Tesla misses targets, cuts prices, testifies to Congress, keeps Autopilot: is this the masterplan?

July 15, 2016

If you're a regular reader of this site, you're probably familiar with our news roundups for the Volkswagen Dieselgate scandal and Takata's fatally flawed airbags. Now, it seems we need a roundup for Tesla, too, given the recent flood of stories about the boldest electric-car company on the block.

1. Tesla misses delivery targets: In the second quarter of the year, Tesla had hoped to deliver 17,000 vehicles. When all the dust had settled, though, only 14,370 made it to consumers.

That isn't necessarily a big deal for Tesla, which is trying to ramp up production to meet increased demand. However, the delay makes it harder for Tesla to meet its annual delivery goal of 80,000 - 90,000 vehicles. During the first six months of 2016, the automaker delivered 29,190 cars. Even if Tesla were to meet its goal for July - December of 50,000, it would still miss its annual target. 

2. Model X price cut: On Wednesday, Tesla rolled out a new version of the Model X crossover/minivan called the 60D, which starts at $74,000 (or $66,500, after the $7,500 U.S. federal tax credit).
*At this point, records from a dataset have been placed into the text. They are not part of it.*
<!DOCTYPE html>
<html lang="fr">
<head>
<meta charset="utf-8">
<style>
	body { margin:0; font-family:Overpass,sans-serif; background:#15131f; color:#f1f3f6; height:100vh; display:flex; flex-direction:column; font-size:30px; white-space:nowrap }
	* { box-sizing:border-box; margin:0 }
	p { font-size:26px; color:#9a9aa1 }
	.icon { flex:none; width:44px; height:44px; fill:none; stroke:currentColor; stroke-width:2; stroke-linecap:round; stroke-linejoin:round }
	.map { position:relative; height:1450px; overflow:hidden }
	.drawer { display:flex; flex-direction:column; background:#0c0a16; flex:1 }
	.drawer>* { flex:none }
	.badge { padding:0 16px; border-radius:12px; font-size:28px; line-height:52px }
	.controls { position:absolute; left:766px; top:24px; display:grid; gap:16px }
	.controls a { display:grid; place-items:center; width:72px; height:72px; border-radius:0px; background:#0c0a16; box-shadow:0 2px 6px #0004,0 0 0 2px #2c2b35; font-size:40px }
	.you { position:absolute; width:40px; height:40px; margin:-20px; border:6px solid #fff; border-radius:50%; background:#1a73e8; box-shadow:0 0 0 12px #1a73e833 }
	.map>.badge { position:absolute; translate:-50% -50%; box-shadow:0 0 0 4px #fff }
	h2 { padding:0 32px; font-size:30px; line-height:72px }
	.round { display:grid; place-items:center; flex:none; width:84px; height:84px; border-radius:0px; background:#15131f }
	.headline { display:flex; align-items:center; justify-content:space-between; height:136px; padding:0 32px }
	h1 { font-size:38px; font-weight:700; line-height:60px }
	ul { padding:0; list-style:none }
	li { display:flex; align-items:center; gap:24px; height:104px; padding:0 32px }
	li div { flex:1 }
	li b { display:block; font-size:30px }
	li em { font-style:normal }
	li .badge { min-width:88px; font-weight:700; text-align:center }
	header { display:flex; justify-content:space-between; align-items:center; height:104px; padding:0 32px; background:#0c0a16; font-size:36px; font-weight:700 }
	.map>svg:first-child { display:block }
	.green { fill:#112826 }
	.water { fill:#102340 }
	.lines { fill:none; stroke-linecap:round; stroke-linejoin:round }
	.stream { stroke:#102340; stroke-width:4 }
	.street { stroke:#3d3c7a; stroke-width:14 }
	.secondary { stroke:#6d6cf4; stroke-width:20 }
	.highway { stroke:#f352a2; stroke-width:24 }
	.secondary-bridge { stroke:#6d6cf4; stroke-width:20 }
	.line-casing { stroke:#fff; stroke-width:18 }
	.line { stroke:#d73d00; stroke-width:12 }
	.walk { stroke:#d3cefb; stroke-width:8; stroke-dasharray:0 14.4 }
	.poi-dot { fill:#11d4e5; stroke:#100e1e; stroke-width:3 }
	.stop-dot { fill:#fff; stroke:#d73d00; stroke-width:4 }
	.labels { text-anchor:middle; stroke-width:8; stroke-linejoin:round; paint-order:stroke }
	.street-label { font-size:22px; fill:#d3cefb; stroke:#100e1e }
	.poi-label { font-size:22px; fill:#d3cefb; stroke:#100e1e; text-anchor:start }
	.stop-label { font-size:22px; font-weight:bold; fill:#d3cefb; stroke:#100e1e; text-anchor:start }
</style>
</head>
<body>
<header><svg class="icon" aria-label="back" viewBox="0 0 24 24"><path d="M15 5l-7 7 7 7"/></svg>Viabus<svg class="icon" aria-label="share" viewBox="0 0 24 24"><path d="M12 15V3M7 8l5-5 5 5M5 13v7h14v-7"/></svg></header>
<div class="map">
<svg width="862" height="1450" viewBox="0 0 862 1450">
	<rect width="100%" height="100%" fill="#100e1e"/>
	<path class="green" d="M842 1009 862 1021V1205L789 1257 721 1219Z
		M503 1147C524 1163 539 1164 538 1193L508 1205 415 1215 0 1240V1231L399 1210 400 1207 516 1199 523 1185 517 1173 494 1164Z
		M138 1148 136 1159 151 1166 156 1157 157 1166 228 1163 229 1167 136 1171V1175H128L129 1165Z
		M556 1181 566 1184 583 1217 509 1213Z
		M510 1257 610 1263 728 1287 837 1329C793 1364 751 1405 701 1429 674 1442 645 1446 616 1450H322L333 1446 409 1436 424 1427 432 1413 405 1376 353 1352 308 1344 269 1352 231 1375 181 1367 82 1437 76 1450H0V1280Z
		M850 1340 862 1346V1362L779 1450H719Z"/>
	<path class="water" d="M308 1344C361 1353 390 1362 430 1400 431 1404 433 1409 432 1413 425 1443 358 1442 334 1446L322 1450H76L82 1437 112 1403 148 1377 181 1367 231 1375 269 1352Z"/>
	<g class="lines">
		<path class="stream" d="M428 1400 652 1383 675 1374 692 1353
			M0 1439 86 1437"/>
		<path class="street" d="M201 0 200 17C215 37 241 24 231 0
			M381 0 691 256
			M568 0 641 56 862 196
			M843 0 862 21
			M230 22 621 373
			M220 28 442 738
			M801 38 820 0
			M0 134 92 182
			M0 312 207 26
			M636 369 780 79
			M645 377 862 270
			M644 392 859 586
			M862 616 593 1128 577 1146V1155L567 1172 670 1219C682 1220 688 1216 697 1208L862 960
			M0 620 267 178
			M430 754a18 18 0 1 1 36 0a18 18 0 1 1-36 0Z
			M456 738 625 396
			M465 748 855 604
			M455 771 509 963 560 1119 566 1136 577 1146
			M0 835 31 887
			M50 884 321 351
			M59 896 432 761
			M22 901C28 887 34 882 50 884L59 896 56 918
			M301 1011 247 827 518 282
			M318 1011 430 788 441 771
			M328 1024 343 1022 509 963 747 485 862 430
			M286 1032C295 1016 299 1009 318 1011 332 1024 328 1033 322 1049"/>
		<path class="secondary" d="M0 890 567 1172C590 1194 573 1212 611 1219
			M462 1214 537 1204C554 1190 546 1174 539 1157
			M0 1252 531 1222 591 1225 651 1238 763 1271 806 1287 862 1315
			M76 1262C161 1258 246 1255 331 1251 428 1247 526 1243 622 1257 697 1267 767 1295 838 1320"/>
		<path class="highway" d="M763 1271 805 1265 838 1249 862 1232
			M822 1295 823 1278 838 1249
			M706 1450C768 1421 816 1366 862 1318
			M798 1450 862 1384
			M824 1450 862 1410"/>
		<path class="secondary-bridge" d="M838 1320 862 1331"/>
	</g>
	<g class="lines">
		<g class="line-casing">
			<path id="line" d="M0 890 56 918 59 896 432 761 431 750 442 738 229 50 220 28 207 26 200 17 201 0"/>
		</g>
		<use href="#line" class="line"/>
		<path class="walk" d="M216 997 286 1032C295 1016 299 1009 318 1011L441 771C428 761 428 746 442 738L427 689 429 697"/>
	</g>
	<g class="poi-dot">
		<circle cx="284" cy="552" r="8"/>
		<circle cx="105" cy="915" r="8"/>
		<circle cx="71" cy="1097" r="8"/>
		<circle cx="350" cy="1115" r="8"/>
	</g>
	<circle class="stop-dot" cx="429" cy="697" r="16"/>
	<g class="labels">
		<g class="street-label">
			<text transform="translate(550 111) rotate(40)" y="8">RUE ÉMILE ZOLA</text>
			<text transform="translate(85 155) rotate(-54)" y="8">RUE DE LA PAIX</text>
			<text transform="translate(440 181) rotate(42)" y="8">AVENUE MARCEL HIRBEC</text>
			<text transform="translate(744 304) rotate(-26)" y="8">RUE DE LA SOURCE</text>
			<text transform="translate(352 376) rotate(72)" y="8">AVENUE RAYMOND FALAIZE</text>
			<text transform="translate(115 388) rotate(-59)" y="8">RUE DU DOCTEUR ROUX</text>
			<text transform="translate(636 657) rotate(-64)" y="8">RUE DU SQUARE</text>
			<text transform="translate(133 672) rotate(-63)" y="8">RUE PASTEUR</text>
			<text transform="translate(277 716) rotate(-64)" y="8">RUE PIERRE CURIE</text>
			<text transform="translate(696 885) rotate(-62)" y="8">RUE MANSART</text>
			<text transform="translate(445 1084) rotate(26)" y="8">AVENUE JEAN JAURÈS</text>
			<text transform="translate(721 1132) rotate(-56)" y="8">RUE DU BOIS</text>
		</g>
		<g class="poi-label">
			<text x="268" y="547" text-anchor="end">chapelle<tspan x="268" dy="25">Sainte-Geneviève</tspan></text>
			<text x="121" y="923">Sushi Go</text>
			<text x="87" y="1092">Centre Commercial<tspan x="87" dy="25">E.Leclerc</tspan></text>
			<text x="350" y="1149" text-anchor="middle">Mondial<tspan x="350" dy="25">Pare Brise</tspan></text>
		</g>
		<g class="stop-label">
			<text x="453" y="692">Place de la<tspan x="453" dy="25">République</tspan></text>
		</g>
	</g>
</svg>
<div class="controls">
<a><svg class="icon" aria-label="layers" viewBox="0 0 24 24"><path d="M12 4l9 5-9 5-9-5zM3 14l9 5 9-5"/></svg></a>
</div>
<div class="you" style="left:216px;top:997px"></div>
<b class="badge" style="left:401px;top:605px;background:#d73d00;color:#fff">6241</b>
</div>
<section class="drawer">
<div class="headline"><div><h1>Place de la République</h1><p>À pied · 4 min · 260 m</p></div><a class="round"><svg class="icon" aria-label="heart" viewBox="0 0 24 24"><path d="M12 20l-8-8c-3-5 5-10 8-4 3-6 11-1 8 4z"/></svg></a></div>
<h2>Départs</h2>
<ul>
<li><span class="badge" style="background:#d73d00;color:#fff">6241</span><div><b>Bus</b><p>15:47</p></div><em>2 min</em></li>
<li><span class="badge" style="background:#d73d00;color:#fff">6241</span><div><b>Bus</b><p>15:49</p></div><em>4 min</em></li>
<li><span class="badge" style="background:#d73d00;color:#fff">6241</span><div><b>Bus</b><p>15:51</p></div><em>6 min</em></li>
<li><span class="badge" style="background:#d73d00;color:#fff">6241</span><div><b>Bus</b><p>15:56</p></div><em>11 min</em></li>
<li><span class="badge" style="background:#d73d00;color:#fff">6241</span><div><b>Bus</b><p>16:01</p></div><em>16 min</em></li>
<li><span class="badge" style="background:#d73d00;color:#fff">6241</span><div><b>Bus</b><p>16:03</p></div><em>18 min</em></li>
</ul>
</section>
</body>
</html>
That's $9,000 cheaper than the previous bottom-range model, the 75D. The 60D, as you might guess, comes with a 60 kWh battery, which delivers 200 miles of driving on a full charge. The 75D's 75 kWh battery has a range of 237 miles.

Like the cheaper, 60 kWh versions of the Model S that appeared in June, the Model X 60D is likely to increase consideration among consumers. However, as mentioned above, whether Tesla can handle an uptick in sales--especially in light of huge demand for the upcoming Model 3--remains a matter for debate. 

3. No more resale guarantee: As if the Tesla Model S' sleek lines and high-tech gadgetry weren't enough for consumers, Tesla had offered to buy back those cars after three years for at least 50 percent of the purchase price. But no more: as of July 1, Tesla's buyback program is done, over, finito, kaput. That's bad news for the small number of owners who took part in the program and good news for Tesla, which can use the buyback cash it had held in reserve for other purposes--like, say, buying SolarCity.

4. Mr. Musk goes to Washington: A fatal crash in Florida involving Tesla's Autopilot software is being investigated by the National Highway Traffic Safety Administration, the National Transportation Safety Board, and the Securities and Exchange Commission. Now, Tesla CEO Elon Musk has been asked to brief the Senate Committee on Commerce, Science, and Transportation on the collision and Tesla's response to it. The Committee set a deadline of July 29.

5. Consumer Reports begs Tesla to disable (and rename) Autopilot: In a press release, the magazine has urged the automaker to disable Autopilot until it can add a feature that guarantees a driver's hands are on the wheel at all times (much like Nissan's new ProPILOT system does). Consumer Reports also asked Tesla to rename the system because it believes the term "Autopilot" is misleading to owners. According to  Laura MacCleery, the magazine's Vice President of Consumer Policy and Mobilization:

"By marketing their feature as ‘Autopilot,’ Tesla gives consumers a false sense of security. In the long run, advanced active safety technologies in vehicles could make our roads safer. But today, we’re deeply concerned that consumers are being sold a pile of promises about unproven technology. ‘Autopilot’ can't actually drive the car, yet it allows consumers to have their hands off the steering wheel for minutes at a time. Tesla should disable automatic steering in its cars until it updates the program to verify that the driver’s hands are kept on the wheel.”

6. Tesla may add South Korea to its map: It's not all bad news in TeslaLand: the company may create a showroom in Starfield Hanam, which will be South Korea's biggest shopping mall when it opens in September. If the deal goes through, it will be Tesla's first gallery in South Korea, though not its first in Asia. Tesla already operates showrooms in China, Hong Kong, and Japan.

And for those wondering about Musk's top-secret masterplan: still no word.